__Exercise objective__: Please reproduce the entries exactly, skipping each picture.

____ Records for processing

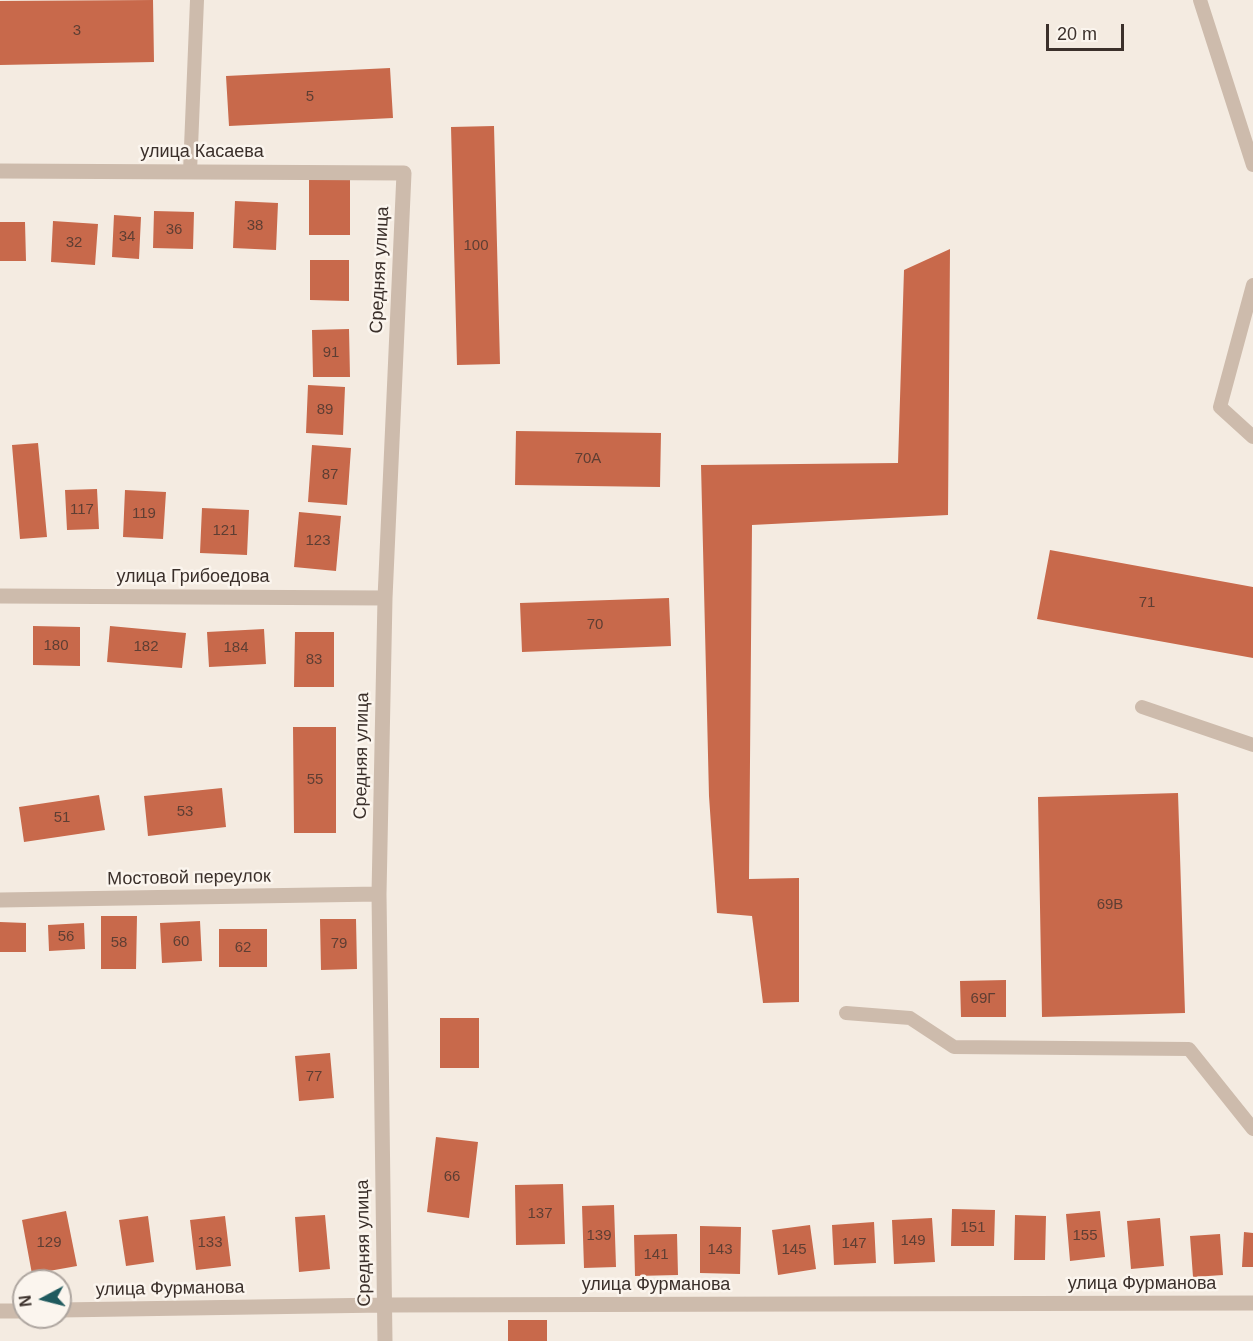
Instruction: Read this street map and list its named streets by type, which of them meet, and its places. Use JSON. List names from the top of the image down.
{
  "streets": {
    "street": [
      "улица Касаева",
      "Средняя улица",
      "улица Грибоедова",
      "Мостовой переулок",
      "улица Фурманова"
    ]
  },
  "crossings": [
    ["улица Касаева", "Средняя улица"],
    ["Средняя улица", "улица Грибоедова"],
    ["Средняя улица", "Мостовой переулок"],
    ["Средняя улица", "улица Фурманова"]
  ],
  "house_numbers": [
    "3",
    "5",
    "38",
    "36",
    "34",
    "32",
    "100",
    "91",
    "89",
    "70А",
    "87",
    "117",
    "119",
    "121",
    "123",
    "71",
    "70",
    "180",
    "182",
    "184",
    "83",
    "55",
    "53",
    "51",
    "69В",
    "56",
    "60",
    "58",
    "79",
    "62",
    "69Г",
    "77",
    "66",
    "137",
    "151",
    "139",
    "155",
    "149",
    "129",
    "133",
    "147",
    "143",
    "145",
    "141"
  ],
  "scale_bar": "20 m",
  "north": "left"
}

________

__Reply to the task__:
Instruction: Read this street map and list its named streets by type, which of them meet, and its places. Use JSON. List names from the top of the image down.
{
  "streets": {
    "street": [
      "улица Касаева",
      "Средняя улица",
      "улица Грибоедова",
      "Мостовой переулок",
      "улица Фурманова"
    ]
  },
  "crossings": [
    ["улица Касаева", "Средняя улица"],
    ["Средняя улица", "улица Грибоедова"],
    ["Средняя улица", "Мостовой переулок"],
    ["Средняя улица", "улица Фурманова"]
  ],
  "house_numbers": [
    "3",
    "5",
    "38",
    "36",
    "34",
    "32",
    "100",
    "91",
    "89",
    "70А",
    "87",
    "117",
    "119",
    "121",
    "123",
    "71",
    "70",
    "180",
    "182",
    "184",
    "83",
    "55",
    "53",
    "51",
    "69В",
    "56",
    "60",
    "58",
    "79",
    "62",
    "69Г",
    "77",
    "66",
    "137",
    "151",
    "139",
    "155",
    "149",
    "129",
    "133",
    "147",
    "143",
    "145",
    "141"
  ],
  "scale_bar": "20 m",
  "north": "left"
}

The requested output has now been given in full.